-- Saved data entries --

==================================================

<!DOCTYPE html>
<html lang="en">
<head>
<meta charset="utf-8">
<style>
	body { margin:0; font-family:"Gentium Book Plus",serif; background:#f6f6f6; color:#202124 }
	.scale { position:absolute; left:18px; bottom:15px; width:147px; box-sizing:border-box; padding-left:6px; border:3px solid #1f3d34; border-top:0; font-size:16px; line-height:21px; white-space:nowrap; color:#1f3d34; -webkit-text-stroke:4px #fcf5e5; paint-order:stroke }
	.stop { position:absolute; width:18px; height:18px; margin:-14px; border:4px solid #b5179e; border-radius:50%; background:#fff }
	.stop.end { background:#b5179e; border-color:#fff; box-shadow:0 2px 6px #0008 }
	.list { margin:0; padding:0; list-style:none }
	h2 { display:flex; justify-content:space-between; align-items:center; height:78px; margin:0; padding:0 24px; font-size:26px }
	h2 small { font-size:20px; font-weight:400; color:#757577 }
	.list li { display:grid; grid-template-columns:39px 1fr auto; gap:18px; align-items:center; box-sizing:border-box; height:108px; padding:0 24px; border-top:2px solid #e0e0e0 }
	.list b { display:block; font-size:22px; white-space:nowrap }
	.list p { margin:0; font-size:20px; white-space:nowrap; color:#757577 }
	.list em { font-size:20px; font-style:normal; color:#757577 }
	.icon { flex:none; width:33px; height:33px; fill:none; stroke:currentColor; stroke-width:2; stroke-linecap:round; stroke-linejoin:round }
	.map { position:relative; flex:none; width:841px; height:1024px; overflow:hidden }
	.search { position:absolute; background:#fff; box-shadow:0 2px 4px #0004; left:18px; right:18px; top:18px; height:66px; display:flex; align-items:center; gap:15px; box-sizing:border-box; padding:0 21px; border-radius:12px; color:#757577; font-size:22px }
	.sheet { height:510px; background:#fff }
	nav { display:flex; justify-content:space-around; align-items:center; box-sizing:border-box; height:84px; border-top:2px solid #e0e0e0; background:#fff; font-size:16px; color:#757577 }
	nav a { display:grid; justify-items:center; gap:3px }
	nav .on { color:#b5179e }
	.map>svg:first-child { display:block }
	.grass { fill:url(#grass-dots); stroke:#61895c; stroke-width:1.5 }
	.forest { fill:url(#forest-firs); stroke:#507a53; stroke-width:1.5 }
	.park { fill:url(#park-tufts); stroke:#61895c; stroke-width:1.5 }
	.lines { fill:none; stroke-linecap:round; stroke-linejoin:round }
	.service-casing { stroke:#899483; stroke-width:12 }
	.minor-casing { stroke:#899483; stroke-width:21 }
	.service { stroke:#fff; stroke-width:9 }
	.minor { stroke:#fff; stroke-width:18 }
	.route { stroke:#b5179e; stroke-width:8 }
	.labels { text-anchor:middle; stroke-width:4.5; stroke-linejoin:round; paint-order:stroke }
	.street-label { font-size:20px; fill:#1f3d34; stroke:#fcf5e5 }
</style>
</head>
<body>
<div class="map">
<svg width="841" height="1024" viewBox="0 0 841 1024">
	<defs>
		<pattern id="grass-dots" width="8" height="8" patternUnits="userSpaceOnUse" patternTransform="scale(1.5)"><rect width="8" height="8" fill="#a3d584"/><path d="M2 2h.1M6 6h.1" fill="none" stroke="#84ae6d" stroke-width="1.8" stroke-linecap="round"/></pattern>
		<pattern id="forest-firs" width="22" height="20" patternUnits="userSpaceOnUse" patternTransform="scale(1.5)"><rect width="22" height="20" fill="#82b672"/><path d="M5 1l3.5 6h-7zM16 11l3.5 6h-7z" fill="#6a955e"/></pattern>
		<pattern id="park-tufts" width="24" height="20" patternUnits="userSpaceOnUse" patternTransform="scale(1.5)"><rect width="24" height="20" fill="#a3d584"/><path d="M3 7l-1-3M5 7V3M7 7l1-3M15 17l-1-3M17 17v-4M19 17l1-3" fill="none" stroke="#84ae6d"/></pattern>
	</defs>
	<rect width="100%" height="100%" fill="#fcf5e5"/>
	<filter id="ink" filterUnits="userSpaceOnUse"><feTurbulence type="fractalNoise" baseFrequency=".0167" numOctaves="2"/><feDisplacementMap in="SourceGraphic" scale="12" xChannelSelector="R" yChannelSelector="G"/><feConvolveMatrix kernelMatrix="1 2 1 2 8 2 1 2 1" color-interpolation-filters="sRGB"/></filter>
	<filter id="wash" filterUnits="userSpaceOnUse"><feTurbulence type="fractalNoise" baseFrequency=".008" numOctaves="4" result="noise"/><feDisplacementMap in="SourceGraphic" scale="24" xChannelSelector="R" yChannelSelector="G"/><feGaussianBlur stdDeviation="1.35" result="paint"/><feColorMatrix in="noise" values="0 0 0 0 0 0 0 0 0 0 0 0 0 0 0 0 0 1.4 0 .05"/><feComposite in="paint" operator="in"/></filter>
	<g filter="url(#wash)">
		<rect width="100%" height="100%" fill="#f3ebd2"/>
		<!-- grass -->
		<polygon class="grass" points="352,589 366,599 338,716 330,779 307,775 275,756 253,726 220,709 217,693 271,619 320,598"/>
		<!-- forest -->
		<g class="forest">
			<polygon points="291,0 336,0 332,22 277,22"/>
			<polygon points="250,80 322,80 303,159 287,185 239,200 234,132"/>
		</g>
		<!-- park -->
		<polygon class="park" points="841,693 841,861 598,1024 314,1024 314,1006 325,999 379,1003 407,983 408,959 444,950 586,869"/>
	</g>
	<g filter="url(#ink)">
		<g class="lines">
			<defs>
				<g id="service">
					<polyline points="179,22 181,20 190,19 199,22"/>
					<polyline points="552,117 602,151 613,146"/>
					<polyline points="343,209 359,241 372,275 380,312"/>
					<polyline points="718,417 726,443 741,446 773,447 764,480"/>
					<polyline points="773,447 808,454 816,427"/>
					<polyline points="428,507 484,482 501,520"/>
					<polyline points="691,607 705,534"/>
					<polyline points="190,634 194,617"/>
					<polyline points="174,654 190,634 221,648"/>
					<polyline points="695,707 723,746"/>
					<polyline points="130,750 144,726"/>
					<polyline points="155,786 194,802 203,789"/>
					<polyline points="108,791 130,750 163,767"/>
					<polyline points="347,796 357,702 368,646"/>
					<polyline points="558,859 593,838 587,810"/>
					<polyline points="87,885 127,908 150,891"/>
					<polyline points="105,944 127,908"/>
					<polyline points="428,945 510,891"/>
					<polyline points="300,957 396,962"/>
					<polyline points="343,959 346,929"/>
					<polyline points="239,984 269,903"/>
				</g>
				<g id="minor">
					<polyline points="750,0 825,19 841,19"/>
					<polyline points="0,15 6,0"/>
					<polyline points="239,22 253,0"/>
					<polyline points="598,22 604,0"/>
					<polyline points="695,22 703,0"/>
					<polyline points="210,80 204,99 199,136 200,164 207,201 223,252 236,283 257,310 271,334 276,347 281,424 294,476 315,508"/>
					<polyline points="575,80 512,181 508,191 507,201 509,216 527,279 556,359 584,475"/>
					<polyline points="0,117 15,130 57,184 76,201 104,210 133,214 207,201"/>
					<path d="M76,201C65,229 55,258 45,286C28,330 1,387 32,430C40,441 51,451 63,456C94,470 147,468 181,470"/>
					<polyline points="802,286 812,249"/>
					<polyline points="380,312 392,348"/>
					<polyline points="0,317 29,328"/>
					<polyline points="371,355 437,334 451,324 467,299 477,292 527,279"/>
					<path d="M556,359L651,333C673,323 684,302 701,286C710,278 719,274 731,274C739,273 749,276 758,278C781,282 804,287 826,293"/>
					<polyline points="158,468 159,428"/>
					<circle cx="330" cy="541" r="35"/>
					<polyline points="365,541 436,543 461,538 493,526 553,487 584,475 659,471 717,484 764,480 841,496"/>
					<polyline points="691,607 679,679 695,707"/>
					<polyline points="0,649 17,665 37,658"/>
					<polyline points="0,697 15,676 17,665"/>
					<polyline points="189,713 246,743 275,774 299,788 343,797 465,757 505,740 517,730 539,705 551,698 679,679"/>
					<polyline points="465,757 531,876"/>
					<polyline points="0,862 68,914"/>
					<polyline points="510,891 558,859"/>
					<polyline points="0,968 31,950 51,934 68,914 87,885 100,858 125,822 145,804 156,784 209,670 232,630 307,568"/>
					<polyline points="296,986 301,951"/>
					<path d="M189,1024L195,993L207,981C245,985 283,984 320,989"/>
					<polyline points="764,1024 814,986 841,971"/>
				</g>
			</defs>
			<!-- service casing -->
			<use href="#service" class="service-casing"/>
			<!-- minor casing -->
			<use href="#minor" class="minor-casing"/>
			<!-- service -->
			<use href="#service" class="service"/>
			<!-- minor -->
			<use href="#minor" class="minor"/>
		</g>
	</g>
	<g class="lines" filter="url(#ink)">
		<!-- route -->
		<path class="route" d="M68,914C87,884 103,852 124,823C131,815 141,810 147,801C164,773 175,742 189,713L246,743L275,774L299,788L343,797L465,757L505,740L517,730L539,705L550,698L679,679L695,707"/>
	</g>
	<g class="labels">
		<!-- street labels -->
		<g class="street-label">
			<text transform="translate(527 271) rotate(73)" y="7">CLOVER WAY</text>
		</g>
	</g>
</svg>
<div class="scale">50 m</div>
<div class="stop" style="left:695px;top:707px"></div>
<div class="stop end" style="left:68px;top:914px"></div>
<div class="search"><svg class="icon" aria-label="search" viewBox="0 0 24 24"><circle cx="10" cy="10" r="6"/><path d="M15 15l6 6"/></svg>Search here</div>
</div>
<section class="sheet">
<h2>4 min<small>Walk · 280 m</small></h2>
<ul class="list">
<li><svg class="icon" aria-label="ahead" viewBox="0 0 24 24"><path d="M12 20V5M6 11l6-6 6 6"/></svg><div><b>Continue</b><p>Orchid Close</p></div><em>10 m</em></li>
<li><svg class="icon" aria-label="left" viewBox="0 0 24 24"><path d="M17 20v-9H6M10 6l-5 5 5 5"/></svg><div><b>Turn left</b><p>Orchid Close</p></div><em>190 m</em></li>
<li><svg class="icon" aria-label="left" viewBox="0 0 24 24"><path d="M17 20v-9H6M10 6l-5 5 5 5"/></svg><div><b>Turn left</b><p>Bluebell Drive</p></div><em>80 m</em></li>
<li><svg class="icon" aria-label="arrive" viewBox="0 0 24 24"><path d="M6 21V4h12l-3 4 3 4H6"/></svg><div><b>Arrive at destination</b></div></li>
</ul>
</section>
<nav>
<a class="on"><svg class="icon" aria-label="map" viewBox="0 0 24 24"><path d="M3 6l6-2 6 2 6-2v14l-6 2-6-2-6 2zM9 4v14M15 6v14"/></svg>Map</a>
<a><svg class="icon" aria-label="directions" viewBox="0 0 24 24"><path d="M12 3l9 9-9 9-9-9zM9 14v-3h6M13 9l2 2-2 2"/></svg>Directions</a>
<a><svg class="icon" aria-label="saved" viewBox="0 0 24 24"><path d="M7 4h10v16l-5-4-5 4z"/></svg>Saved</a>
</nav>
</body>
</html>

==================================================

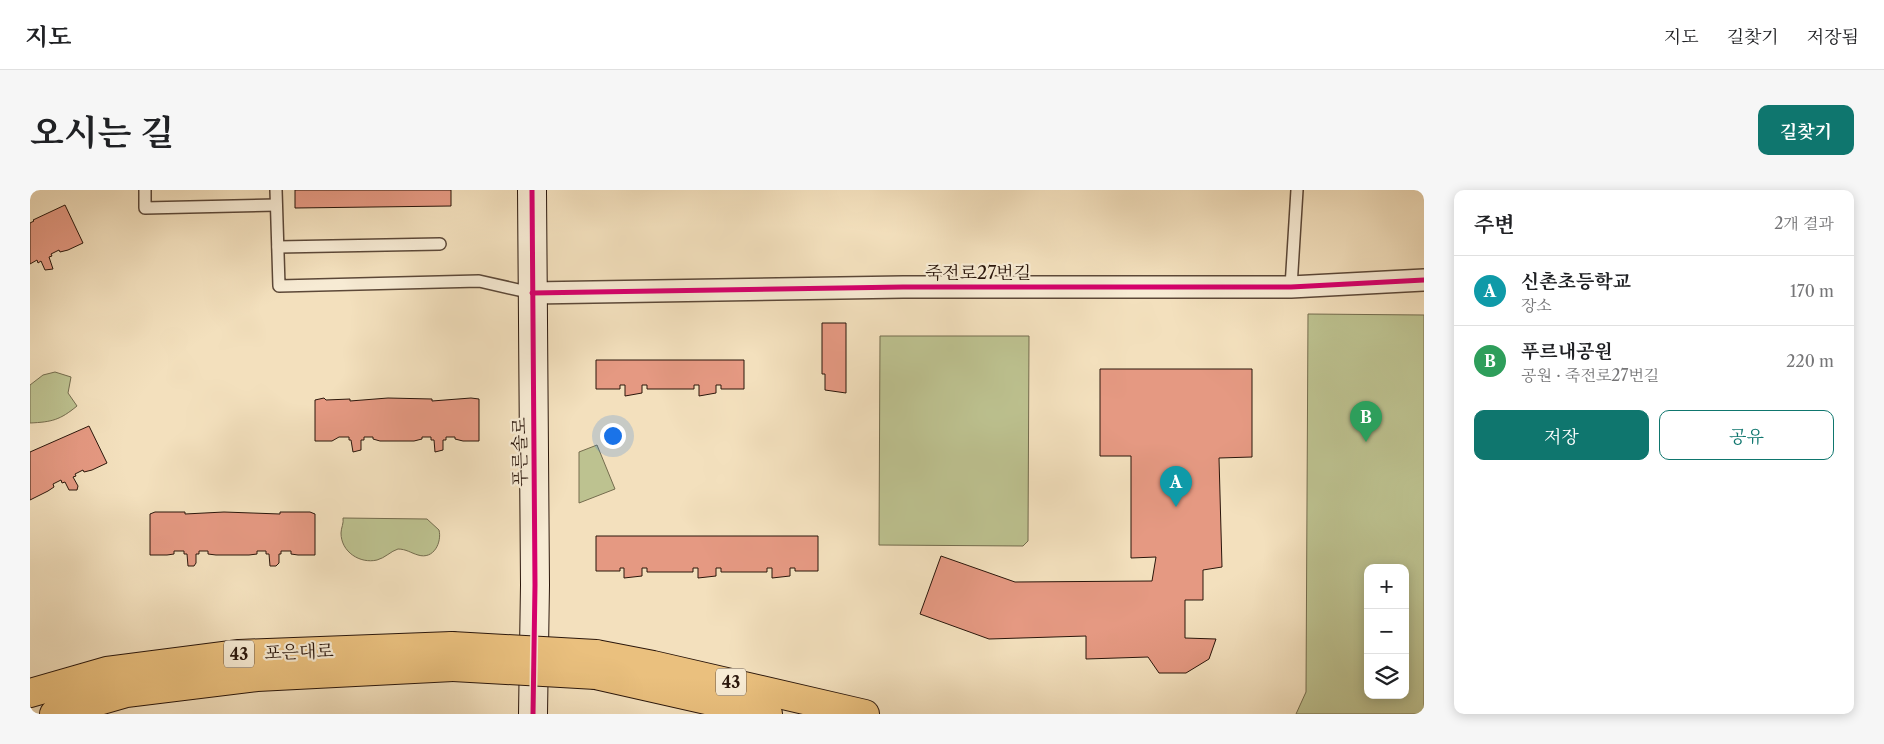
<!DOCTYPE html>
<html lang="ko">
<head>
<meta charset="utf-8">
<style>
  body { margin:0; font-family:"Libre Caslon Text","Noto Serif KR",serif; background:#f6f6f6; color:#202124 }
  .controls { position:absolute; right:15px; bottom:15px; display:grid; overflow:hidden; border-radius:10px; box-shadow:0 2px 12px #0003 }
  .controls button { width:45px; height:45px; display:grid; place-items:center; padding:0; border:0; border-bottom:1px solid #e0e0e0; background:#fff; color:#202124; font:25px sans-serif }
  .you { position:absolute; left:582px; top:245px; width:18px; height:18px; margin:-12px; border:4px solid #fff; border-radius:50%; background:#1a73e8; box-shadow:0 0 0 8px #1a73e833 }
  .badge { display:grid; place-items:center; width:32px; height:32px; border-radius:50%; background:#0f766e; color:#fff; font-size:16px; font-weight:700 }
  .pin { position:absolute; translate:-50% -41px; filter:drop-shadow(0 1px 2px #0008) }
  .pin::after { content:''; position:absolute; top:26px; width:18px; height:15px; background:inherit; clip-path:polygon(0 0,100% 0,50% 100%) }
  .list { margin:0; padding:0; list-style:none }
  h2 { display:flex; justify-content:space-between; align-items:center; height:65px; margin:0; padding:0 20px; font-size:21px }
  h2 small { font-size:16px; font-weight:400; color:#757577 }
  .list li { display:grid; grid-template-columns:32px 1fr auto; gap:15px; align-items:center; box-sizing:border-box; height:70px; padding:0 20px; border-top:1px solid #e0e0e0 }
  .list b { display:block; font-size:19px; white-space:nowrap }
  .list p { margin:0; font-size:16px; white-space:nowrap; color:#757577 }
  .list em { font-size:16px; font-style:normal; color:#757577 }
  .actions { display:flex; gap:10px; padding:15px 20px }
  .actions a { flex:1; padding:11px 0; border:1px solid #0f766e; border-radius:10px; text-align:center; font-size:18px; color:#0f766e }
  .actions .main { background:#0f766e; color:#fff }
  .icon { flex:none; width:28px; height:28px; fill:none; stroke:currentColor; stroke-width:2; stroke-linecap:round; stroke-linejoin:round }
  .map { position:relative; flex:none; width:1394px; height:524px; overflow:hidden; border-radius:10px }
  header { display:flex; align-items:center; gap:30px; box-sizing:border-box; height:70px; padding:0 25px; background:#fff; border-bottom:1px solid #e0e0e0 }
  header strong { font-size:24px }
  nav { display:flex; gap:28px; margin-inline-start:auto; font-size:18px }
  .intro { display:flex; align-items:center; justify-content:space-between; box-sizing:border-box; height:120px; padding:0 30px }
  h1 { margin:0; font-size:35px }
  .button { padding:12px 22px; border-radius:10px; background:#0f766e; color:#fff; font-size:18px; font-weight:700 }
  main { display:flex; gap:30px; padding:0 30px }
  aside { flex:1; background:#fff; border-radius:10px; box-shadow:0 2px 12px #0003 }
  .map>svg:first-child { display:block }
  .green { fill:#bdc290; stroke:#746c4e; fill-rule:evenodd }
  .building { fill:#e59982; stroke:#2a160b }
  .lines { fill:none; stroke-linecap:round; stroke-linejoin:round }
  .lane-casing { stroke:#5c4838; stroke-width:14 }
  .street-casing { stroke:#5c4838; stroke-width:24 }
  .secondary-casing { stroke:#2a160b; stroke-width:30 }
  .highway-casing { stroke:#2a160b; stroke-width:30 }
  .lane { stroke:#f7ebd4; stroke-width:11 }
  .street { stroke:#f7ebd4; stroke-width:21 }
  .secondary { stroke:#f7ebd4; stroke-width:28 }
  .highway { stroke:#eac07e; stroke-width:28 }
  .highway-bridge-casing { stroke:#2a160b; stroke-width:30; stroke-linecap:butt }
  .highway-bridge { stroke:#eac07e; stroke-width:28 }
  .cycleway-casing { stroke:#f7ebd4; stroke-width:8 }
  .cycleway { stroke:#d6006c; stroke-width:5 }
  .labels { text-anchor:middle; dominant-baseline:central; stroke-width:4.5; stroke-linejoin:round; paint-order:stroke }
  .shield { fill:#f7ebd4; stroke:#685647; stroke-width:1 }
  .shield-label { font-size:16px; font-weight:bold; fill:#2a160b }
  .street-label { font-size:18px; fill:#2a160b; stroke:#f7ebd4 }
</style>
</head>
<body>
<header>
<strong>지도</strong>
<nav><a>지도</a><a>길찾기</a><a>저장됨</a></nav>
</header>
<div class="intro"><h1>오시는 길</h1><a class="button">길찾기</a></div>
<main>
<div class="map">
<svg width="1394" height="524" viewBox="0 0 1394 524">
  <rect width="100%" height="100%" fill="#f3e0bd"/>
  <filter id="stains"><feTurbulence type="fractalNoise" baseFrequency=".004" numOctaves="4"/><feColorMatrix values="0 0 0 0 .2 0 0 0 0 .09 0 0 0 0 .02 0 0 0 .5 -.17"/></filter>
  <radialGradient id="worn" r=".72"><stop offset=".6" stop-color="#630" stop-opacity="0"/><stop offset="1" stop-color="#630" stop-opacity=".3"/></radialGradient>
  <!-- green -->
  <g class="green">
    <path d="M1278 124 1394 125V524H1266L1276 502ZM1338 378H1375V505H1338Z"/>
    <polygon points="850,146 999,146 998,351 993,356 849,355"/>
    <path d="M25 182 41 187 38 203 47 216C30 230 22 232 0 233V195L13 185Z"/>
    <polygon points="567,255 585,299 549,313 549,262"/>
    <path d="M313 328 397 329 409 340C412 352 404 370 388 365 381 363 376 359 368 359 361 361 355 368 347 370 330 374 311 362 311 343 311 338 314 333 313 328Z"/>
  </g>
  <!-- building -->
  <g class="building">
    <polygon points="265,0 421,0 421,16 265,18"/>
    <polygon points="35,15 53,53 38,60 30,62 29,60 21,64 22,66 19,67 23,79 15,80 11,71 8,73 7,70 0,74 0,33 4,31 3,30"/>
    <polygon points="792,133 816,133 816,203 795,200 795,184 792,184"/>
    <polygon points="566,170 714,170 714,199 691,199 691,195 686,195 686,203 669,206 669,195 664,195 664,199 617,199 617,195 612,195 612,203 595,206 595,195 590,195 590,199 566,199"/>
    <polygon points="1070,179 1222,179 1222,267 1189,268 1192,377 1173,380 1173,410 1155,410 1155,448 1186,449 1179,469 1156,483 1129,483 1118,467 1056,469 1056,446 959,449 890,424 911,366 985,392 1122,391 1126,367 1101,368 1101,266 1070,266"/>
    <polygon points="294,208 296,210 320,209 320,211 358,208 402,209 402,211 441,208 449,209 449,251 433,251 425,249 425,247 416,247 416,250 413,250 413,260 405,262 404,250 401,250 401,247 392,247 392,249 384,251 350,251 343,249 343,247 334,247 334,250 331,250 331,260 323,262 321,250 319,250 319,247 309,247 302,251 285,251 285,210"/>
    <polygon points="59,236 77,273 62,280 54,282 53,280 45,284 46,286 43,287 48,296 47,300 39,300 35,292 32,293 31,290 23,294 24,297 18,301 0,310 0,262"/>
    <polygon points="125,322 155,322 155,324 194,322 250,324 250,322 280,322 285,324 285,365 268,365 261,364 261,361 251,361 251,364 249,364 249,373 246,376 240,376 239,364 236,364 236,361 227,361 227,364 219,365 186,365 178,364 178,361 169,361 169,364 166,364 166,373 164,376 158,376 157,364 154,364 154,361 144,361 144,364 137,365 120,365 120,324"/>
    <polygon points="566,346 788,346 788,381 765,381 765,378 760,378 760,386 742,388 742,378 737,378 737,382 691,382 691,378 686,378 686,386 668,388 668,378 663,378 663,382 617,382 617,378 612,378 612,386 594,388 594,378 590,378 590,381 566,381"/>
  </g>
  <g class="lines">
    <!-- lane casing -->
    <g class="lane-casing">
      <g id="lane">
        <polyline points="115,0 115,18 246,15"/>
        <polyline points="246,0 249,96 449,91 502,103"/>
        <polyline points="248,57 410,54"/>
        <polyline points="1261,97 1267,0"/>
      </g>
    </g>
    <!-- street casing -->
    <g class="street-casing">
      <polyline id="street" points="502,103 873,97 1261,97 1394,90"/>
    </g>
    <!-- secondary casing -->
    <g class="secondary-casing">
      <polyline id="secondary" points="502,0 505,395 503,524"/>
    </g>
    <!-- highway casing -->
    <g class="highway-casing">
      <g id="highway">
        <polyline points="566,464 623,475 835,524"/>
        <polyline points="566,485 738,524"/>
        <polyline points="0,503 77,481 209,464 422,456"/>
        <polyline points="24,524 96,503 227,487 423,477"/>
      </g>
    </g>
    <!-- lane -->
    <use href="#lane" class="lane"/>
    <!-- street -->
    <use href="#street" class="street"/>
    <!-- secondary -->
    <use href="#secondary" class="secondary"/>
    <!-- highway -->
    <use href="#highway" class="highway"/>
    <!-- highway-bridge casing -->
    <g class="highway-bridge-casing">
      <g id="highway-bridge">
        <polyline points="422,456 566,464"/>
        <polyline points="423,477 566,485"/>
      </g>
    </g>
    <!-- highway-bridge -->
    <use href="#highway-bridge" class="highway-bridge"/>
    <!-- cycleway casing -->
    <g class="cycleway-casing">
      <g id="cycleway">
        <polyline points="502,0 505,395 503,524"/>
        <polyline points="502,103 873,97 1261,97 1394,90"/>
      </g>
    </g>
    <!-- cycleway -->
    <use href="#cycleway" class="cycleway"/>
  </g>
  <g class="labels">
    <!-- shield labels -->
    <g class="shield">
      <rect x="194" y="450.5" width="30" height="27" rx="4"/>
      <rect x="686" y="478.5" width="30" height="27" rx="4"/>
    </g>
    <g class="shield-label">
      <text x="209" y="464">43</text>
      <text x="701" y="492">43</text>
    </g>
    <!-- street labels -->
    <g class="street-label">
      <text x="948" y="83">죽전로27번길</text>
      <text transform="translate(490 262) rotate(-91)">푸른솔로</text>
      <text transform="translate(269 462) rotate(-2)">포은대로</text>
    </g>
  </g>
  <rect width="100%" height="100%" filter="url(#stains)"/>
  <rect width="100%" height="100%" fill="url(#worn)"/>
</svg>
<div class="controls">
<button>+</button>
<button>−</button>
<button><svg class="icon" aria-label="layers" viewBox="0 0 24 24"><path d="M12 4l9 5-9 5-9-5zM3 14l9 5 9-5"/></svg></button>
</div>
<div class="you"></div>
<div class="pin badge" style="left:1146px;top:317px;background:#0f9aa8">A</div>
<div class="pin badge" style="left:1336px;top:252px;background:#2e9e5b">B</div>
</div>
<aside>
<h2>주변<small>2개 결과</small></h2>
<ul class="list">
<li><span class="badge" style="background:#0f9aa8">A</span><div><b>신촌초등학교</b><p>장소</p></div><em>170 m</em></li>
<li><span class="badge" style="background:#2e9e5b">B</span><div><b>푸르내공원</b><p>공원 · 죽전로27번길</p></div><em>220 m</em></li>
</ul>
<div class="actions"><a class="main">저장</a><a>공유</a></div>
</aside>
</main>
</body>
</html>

==================================================

-- REQUIRED WORK --
All lines in the records that contain "controls" are to be copied and returned.

-- WRITTEN REPLY --
  .controls { position:absolute; right:15px; bottom:15px; display:grid; overflow:hidden; border-radius:10px; box-shadow:0 2px 12px #0003 }
  .controls button { width:45px; height:45px; display:grid; place-items:center; padding:0; border:0; border-bottom:1px solid #e0e0e0; background:#fff; color:#202124; font:25px sans-serif }
<div class="controls">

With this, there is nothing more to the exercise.